Jan 26, 2023
German Police Take Second Russian Spying Suspect Into Custody
(Bloomberg) -- German police have detained a second man suspected of passing classified material from the BND foreign intelligence service to Russia, in a case Vice Chancellor Robert Habeck has called “particularly troubling.”
In an emailed statement Thursday, the federal prosecutor named the man as Arthur E. and said he had been taken into custody at Munich Airport after arriving from the US.
A German citizen and not a government employee, the man is accused of receiving information from a senior BND analyst and traveling to Russia to deliver it to an intelligence service there, according to the statement. The analyst was detained last month.
The BND case is the latest instance of apparent Russian spying in Germany, a phenomenon that strained relations between Berlin and Moscow even before Russia’s full-scale invasion of Ukraine 11 months ago.

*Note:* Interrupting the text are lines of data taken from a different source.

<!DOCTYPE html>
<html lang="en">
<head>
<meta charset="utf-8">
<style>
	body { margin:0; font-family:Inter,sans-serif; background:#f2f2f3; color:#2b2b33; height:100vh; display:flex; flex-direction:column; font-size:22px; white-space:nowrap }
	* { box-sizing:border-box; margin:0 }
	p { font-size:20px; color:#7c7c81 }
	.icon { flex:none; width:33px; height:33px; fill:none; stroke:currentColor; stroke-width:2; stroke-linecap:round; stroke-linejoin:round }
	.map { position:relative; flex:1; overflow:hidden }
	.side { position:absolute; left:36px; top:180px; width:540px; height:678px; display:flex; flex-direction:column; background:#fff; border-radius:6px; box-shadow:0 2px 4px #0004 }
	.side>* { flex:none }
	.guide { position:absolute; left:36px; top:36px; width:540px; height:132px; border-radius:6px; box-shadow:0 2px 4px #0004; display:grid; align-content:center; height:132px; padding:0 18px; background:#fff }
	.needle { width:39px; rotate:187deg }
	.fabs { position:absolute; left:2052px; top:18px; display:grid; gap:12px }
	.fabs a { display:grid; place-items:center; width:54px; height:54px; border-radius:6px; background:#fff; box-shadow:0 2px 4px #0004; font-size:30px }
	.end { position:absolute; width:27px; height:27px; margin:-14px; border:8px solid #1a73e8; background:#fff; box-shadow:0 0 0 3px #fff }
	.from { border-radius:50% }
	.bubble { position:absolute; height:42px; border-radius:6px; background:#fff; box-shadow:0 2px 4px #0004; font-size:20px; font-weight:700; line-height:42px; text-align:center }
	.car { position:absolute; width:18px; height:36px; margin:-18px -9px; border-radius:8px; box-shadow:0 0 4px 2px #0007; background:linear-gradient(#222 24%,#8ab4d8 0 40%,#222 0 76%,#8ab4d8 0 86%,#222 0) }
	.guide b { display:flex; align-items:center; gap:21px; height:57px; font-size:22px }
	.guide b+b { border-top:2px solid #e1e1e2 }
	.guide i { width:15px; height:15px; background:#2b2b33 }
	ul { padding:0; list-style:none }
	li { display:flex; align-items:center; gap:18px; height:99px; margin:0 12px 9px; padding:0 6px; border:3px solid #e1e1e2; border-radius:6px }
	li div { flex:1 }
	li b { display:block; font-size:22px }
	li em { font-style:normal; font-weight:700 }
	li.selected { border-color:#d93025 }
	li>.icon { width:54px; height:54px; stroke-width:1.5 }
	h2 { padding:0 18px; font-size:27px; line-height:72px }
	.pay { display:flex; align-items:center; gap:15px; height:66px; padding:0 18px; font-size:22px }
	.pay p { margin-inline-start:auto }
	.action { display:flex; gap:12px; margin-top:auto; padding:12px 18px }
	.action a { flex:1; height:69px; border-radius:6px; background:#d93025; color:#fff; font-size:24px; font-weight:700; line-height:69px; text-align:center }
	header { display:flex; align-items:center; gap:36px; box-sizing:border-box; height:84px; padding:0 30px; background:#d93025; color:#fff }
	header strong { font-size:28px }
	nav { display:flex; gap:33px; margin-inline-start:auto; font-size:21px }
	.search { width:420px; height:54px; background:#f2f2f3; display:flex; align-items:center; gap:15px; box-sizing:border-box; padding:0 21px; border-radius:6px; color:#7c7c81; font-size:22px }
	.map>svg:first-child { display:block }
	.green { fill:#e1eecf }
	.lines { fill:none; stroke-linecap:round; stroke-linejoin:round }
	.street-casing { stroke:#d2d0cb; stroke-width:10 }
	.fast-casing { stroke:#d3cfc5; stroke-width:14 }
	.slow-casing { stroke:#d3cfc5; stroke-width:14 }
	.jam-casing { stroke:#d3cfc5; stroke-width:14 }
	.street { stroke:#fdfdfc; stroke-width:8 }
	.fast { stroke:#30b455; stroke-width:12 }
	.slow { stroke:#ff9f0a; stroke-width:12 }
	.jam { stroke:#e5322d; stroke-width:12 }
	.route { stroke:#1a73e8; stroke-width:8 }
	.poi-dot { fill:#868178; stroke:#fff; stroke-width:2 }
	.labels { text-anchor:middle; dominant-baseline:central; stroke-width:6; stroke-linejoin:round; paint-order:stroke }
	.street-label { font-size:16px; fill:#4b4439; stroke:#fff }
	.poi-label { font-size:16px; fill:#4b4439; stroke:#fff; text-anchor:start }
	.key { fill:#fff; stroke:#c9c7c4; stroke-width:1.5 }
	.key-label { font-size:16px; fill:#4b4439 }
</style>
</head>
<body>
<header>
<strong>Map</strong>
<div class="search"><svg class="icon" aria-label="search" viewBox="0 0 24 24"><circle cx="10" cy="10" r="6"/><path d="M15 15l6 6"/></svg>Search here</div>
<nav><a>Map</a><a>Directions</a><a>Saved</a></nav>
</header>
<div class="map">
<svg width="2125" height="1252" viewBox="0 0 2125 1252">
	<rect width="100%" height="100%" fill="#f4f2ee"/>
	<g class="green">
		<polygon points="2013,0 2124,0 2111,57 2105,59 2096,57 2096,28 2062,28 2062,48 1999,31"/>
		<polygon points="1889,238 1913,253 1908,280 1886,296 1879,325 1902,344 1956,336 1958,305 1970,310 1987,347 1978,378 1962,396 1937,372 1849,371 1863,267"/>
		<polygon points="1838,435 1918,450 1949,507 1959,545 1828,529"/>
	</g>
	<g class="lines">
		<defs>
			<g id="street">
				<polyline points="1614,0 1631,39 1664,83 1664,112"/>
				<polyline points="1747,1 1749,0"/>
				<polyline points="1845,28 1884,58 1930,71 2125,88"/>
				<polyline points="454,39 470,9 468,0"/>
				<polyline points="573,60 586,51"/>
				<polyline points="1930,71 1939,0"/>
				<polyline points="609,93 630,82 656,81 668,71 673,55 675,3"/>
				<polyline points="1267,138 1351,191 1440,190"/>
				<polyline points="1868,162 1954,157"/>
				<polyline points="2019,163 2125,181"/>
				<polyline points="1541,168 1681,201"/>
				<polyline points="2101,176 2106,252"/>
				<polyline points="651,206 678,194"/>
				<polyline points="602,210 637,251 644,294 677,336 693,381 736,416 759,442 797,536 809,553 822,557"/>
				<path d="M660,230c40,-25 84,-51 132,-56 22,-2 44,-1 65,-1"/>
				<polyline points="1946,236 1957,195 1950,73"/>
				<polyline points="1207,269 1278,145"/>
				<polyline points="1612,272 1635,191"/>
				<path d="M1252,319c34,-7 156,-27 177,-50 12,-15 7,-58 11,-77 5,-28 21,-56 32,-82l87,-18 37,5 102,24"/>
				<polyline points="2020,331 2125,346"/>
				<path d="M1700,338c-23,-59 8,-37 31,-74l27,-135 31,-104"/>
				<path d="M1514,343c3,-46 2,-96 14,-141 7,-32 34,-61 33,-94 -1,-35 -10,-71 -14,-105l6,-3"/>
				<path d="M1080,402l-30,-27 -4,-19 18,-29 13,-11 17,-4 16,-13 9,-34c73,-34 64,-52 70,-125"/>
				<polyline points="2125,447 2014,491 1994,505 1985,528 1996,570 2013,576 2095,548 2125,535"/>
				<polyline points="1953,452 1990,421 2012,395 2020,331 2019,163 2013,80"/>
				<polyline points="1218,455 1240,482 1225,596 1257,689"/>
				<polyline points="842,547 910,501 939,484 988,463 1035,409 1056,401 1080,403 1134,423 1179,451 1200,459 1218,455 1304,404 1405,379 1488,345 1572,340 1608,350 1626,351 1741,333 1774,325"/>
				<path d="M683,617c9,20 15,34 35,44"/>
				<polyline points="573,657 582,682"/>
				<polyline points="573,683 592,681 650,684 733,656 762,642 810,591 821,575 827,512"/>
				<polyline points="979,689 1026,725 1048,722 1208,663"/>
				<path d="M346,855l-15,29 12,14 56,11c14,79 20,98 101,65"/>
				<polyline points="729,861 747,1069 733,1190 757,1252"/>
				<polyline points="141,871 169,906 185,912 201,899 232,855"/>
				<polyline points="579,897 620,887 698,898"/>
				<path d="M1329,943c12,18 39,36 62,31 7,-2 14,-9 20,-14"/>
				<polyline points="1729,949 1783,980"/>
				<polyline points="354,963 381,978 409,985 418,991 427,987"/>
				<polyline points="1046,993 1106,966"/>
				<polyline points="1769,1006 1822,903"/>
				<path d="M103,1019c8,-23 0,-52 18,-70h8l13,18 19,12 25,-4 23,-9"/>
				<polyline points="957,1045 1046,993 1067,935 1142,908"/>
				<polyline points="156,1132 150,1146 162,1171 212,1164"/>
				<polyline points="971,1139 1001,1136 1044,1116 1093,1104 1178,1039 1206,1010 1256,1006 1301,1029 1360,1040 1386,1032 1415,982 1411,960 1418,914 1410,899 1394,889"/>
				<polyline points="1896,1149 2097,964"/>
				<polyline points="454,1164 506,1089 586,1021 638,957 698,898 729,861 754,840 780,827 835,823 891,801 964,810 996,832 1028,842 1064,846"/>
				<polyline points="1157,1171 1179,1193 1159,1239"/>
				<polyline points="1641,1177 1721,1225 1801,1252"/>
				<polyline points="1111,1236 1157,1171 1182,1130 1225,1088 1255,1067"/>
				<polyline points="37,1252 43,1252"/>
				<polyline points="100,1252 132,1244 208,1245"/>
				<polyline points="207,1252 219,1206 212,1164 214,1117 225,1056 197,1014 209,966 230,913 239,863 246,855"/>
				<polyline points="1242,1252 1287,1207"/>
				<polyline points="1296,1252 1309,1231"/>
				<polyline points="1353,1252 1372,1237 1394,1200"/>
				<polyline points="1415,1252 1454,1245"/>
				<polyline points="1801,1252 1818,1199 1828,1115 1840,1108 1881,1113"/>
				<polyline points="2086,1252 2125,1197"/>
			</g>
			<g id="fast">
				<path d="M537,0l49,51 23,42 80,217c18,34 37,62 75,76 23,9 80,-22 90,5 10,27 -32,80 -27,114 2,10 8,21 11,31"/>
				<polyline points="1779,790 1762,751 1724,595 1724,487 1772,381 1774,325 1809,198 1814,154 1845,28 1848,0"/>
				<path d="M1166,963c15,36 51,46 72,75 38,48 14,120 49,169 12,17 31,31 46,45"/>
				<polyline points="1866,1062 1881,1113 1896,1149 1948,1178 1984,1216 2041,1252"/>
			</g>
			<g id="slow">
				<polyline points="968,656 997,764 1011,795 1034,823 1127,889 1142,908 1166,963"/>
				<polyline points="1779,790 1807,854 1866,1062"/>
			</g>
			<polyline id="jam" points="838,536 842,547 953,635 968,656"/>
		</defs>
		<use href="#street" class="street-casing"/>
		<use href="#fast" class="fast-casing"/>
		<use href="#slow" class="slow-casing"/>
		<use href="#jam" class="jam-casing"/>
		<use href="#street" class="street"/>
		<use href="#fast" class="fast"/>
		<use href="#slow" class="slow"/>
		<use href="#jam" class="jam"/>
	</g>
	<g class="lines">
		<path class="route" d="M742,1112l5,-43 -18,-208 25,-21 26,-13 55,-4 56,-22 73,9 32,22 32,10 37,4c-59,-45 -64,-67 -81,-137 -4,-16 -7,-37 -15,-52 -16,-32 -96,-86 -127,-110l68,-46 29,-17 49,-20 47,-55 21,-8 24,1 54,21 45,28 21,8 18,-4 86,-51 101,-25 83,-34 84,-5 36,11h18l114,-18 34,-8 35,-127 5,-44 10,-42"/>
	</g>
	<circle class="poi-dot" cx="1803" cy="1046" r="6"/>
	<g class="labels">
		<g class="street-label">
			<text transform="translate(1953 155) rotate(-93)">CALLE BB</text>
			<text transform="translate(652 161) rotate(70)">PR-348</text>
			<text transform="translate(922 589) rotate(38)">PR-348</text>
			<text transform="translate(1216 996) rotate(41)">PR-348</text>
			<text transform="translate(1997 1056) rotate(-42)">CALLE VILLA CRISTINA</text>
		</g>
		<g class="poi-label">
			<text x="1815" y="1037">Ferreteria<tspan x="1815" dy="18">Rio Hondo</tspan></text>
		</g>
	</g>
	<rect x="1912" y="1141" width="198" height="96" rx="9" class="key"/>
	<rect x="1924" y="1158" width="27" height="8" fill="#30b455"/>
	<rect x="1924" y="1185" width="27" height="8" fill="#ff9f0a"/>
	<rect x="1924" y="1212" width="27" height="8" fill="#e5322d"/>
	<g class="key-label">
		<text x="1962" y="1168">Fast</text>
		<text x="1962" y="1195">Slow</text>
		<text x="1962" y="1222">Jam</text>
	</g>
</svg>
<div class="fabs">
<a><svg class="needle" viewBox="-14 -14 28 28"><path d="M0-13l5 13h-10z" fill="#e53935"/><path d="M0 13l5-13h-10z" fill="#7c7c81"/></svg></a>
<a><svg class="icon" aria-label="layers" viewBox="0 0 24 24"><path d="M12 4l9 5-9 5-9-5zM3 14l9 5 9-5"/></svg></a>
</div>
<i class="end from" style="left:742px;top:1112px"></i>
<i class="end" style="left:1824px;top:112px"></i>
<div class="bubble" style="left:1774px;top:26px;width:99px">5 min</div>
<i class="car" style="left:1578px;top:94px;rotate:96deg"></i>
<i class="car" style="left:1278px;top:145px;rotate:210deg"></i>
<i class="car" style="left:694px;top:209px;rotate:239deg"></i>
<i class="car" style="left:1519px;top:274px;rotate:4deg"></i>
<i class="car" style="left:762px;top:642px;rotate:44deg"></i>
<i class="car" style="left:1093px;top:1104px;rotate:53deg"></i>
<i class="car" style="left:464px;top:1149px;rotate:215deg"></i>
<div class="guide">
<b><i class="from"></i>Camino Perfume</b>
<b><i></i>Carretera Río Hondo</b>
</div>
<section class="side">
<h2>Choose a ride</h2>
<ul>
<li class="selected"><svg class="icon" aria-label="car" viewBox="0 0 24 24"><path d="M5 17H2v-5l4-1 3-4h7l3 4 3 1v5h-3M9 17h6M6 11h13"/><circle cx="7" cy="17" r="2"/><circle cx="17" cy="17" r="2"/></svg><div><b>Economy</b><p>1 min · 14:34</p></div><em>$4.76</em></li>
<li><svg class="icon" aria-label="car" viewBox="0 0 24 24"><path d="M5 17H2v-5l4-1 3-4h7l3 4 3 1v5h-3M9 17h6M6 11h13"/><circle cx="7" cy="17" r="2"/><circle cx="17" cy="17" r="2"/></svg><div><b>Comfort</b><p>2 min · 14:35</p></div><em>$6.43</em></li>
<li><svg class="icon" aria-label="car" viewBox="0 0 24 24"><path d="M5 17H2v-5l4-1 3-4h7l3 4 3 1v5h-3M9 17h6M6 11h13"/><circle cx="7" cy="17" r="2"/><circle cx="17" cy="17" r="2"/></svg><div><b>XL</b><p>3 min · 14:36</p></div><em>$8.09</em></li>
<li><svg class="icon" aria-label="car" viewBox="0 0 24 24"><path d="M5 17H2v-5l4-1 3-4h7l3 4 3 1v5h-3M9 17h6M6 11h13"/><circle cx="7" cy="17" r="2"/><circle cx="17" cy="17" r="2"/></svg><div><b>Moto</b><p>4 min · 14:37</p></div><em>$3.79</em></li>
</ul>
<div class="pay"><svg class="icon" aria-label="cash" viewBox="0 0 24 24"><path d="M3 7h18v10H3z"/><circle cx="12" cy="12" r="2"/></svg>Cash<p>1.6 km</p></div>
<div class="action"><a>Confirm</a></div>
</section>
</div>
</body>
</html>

German officials have also accused the Kremlin of mounting cyber attacks within the country and seeking to influence the 2021 national election.
Germany’s Federal Office for Information Security said on Thursday that attempted hacks are currently underway against targets including airport websites and the financial sector. “Websites of the federal and state administration are also under attack. However, these attacks have so far been largely averted and have not had any serious impact,” it said in a statement.
Read More: Germany Warns Kaspersky Software Risks Being Exploited by Russia
Russia was already suspected of engaging in extrajudicial activity in Germany. In August 2019, a former Chechen military commander was gunned down in broad daylight in a central Berlin park, allegedly at Moscow’s behest.
The investigation into the senior analyst, named as Carsten L., is being conducted in close cooperation with the BND and the US Federal Bureau of Investigation, the prosecutor said Thursday.
German officials are worried that he may have given Russia information that was shared by the US National Security Agency and Britain’s GCHQ, Focus magazine reported last month, citing unidentified security sources in Berlin.